**Action item:**
The expected output is each line below containing "Accessor", copied in full.

**Records excerpted from a collection:**
==========
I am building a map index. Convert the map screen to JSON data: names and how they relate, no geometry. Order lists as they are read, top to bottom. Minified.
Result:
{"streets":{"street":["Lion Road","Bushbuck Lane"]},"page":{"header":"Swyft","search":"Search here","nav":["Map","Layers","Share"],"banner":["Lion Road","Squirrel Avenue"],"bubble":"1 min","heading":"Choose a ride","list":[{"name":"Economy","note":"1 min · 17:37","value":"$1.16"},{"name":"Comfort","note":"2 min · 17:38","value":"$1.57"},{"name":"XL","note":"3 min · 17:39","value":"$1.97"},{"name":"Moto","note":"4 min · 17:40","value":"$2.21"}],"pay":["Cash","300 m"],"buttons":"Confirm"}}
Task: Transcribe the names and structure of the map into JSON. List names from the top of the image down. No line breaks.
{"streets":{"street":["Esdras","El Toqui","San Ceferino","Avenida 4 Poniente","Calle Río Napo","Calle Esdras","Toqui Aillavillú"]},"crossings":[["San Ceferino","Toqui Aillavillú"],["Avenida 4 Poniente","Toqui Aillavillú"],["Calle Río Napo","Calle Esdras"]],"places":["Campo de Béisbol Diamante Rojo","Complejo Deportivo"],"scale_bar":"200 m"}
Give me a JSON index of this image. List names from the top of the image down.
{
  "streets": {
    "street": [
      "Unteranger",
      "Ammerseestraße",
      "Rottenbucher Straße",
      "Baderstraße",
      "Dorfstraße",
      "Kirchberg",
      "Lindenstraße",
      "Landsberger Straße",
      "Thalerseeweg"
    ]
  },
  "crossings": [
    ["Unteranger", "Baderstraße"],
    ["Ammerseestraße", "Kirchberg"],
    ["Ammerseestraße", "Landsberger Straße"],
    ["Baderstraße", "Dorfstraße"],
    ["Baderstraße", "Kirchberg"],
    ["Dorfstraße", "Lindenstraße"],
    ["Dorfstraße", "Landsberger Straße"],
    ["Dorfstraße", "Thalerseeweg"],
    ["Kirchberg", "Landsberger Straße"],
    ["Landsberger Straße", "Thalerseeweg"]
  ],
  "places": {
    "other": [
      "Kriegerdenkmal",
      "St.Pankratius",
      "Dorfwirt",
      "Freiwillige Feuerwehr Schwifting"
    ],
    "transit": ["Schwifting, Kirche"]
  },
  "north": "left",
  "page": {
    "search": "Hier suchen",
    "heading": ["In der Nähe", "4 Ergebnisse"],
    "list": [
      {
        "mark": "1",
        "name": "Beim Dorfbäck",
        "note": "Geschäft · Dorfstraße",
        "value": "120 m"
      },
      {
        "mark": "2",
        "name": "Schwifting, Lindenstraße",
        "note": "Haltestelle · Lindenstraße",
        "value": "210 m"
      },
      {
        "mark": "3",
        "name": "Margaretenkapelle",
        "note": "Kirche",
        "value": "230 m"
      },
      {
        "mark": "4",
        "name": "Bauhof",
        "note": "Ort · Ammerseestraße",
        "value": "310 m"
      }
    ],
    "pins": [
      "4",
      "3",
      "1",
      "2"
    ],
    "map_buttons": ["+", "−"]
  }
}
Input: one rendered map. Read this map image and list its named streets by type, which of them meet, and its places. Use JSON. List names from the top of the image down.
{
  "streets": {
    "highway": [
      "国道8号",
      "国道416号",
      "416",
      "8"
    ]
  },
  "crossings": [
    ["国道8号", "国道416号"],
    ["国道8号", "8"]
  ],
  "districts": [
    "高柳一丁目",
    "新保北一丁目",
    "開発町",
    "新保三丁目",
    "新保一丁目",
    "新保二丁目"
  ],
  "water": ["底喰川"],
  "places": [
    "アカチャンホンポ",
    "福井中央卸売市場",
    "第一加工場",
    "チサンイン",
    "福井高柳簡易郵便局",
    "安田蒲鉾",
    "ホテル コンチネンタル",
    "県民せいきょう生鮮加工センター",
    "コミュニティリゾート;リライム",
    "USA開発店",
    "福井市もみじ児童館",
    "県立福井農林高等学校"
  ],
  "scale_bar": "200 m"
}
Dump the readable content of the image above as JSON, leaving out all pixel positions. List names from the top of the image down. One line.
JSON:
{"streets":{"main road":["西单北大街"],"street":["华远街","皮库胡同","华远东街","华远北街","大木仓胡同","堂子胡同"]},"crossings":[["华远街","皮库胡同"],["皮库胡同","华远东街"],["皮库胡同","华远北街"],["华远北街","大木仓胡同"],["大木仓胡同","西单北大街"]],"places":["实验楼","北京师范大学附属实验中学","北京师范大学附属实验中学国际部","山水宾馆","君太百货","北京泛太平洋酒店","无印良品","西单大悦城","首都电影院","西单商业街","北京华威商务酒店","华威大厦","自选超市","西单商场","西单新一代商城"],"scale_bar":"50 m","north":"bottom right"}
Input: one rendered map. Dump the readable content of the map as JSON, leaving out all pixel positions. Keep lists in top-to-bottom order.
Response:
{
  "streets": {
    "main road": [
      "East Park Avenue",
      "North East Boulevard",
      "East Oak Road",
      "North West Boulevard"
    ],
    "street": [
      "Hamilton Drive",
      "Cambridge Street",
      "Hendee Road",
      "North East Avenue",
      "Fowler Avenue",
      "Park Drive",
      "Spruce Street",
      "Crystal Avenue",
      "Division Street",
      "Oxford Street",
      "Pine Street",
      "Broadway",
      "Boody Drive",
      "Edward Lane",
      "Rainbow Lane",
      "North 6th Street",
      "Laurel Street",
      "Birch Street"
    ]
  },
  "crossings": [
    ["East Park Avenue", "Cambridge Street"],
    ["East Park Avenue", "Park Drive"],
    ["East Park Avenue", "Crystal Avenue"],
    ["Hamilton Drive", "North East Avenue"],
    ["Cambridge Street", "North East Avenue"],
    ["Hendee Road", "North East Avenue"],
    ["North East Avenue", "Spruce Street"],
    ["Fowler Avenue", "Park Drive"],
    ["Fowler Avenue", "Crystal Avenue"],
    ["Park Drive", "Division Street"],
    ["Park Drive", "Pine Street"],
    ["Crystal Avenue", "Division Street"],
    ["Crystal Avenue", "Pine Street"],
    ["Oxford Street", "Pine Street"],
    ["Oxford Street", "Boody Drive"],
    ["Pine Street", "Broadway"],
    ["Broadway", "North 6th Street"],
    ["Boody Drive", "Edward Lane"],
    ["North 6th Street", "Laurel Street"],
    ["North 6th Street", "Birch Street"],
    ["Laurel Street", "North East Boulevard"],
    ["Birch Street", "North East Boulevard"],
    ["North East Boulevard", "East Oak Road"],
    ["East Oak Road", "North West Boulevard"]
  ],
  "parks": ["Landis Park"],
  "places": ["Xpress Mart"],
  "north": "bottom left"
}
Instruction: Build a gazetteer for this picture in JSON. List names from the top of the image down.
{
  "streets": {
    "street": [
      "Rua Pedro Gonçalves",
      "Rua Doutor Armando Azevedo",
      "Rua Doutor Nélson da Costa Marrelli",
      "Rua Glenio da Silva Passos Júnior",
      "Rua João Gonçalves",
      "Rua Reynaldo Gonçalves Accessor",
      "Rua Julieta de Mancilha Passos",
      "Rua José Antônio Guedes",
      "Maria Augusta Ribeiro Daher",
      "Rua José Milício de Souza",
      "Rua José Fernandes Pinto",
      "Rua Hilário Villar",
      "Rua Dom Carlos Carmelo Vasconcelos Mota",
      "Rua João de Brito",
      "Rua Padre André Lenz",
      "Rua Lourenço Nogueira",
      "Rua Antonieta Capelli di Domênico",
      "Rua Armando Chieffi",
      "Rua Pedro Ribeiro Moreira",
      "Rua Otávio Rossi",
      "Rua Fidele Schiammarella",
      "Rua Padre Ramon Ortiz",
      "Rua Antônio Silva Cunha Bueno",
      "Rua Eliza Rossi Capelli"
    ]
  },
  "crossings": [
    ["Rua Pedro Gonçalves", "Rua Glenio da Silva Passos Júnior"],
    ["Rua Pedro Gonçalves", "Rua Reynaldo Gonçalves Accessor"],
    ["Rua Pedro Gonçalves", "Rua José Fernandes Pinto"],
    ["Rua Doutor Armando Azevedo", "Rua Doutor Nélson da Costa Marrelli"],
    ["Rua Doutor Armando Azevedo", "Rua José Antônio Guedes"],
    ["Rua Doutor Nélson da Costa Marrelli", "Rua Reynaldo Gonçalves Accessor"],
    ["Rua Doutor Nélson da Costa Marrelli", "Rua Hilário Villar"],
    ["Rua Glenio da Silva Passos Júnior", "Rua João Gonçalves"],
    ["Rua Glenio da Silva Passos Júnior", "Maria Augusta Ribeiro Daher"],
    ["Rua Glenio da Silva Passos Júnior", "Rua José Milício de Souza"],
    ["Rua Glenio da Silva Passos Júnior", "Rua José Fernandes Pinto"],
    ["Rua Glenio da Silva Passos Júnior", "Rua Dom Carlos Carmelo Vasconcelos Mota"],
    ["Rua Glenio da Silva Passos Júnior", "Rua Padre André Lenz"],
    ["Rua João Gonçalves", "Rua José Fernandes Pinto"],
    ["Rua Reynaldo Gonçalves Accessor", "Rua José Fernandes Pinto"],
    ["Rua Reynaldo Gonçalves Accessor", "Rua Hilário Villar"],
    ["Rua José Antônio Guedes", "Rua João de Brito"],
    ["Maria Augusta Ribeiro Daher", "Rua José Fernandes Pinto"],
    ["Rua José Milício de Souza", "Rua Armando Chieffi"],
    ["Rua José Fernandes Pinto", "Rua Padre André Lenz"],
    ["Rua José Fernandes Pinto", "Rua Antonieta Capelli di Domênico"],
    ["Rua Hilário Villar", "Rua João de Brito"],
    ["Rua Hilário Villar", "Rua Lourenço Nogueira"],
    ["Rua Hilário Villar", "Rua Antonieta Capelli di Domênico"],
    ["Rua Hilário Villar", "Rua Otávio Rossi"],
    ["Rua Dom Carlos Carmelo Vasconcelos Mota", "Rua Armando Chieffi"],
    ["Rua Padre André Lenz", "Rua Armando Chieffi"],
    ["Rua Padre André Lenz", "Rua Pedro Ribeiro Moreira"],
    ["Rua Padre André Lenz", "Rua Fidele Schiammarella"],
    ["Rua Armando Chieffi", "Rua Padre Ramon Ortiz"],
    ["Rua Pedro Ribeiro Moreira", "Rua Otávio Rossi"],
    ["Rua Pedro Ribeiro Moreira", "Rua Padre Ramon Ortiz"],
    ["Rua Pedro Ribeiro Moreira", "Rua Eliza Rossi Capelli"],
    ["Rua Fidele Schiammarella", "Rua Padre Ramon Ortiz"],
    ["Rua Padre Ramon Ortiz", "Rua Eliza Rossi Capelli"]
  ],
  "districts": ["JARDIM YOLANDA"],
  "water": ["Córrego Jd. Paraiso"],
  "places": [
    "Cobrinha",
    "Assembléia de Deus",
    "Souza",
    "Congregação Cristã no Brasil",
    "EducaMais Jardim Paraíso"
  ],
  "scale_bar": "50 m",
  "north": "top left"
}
==========
**Response for this exercise:**
      "Rua Reynaldo Gonçalves Accessor",
    ["Rua Pedro Gonçalves", "Rua Reynaldo Gonçalves Accessor"],
    ["Rua Doutor Nélson da Costa Marrelli", "Rua Reynaldo Gonçalves Accessor"],
    ["Rua Reynaldo Gonçalves Accessor", "Rua José Fernandes Pinto"],
    ["Rua Reynaldo Gonçalves Accessor", "Rua Hilário Villar"],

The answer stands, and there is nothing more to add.